**Stored data entries:**
▶

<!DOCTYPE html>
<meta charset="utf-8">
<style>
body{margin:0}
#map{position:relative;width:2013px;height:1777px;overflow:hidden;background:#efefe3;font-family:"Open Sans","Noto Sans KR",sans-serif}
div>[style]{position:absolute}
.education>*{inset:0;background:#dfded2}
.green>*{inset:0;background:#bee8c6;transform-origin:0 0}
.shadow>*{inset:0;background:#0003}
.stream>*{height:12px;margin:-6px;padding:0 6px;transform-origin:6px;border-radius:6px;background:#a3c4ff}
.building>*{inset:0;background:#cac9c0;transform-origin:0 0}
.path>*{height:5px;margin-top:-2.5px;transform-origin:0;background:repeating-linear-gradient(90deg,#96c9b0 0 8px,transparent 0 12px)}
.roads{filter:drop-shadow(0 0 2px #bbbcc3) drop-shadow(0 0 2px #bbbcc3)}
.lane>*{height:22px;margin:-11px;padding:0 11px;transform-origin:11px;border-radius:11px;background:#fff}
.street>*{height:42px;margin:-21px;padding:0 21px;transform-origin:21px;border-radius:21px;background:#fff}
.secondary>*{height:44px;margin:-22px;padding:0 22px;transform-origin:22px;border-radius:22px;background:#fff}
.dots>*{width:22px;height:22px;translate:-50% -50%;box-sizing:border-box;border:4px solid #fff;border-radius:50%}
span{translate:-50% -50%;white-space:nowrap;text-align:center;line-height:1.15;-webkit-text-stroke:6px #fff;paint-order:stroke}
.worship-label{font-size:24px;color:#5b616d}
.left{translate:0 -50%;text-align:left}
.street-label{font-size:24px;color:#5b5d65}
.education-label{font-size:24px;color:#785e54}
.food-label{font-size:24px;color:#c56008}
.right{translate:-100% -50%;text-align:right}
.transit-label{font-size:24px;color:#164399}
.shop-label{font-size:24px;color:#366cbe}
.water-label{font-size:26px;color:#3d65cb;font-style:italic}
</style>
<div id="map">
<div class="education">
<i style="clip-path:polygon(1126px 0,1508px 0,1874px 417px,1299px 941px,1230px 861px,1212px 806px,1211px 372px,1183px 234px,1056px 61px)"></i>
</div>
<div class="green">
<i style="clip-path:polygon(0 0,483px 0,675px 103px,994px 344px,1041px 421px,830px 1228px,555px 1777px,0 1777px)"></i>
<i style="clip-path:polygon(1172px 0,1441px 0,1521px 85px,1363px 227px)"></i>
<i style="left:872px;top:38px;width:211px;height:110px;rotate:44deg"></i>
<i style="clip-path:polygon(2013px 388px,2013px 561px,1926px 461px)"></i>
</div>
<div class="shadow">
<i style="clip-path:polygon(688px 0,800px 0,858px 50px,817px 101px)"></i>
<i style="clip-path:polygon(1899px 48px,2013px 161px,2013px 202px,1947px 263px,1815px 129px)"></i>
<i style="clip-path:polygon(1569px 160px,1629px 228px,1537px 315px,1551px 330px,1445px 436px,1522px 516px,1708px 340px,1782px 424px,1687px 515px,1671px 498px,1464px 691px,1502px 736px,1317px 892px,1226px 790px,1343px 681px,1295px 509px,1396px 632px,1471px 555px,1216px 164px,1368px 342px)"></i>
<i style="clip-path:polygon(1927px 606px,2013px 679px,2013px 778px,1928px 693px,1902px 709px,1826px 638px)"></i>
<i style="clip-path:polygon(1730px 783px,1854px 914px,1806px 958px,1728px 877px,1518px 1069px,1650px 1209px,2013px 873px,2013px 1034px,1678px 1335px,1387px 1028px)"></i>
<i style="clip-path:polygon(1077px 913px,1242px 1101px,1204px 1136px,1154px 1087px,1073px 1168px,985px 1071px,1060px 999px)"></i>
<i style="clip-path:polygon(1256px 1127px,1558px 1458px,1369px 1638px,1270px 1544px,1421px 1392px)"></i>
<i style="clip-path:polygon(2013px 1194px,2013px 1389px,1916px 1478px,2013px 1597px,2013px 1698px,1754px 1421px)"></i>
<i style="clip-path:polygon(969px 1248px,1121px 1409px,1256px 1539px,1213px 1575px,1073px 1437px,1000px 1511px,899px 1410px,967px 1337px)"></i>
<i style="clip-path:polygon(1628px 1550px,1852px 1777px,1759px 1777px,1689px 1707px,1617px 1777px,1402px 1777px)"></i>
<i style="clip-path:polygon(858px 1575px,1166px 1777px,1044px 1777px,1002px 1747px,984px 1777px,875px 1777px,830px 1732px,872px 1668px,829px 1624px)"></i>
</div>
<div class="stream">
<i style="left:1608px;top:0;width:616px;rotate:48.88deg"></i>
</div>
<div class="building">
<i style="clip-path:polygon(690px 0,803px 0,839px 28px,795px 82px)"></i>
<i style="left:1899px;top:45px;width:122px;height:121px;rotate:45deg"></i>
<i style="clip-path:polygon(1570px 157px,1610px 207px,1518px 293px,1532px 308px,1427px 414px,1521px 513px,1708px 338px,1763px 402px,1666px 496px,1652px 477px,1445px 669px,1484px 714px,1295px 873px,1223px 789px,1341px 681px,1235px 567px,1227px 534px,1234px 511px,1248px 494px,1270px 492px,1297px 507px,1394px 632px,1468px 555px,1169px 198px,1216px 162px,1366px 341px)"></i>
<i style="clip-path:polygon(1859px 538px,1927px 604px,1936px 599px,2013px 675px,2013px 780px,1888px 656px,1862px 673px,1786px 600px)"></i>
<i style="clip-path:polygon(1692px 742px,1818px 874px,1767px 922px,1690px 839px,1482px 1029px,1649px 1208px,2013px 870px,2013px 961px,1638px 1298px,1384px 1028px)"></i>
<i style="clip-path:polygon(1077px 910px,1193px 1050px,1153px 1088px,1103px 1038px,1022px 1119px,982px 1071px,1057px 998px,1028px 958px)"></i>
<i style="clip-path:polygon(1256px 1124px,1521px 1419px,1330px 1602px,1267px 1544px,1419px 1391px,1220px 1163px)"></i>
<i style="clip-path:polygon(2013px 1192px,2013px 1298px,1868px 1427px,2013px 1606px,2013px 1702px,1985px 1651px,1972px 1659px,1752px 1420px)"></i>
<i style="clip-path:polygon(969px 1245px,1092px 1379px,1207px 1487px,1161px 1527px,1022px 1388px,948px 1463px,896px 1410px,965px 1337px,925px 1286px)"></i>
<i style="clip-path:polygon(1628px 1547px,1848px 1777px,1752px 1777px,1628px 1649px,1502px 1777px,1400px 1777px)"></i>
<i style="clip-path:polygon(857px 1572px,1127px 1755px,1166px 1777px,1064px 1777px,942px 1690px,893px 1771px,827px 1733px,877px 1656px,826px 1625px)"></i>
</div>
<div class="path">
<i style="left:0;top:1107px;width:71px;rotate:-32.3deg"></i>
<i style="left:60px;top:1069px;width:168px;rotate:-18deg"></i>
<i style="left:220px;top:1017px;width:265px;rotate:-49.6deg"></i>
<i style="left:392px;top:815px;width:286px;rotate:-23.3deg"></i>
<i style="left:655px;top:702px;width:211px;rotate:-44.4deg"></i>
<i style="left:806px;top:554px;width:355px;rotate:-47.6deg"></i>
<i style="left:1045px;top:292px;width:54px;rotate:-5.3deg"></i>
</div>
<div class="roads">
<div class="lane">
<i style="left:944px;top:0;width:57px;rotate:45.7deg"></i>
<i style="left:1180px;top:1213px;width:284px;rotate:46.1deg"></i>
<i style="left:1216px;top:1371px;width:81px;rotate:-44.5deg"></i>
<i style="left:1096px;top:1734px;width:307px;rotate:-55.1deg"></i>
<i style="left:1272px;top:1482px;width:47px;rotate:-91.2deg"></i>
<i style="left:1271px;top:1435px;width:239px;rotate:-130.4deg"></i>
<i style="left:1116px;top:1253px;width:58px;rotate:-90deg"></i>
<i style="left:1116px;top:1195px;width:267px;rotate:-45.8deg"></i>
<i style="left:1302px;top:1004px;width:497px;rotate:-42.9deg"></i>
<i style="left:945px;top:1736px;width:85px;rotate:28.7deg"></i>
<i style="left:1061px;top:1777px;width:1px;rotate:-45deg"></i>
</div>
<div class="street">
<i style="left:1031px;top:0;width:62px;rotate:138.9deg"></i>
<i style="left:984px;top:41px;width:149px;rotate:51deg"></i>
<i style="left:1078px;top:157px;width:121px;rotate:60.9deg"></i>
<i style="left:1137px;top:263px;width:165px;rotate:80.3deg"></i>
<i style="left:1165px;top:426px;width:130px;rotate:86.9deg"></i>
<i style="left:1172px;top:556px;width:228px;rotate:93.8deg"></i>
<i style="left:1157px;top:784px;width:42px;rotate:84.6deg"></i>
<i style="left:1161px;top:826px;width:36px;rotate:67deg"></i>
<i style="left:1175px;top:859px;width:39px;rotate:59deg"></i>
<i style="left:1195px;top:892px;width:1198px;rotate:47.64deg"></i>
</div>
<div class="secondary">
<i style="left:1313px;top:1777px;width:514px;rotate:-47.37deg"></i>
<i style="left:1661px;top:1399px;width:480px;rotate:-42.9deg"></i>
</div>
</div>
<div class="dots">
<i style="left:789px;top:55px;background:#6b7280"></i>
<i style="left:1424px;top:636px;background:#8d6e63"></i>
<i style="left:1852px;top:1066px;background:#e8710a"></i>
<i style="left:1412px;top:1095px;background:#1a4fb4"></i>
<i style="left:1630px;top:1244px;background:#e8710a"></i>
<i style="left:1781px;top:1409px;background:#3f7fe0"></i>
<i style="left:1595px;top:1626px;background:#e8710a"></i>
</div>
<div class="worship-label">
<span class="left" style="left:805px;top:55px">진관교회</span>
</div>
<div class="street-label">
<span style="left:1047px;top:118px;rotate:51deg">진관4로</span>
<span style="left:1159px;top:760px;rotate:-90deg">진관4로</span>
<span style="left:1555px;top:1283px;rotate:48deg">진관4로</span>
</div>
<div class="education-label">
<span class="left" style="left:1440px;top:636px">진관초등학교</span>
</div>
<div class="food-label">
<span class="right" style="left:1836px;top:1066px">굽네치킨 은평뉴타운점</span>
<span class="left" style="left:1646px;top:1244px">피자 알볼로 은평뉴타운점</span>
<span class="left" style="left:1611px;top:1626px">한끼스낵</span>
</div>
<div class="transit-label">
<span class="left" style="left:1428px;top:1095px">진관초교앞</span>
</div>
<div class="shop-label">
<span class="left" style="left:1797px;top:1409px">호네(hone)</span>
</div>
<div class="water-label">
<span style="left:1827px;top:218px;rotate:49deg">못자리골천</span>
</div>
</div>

◀

**Requirement:** From the entries, work out how many lines include the word "lane", answering with the number only.

**Result for this exercise:** 2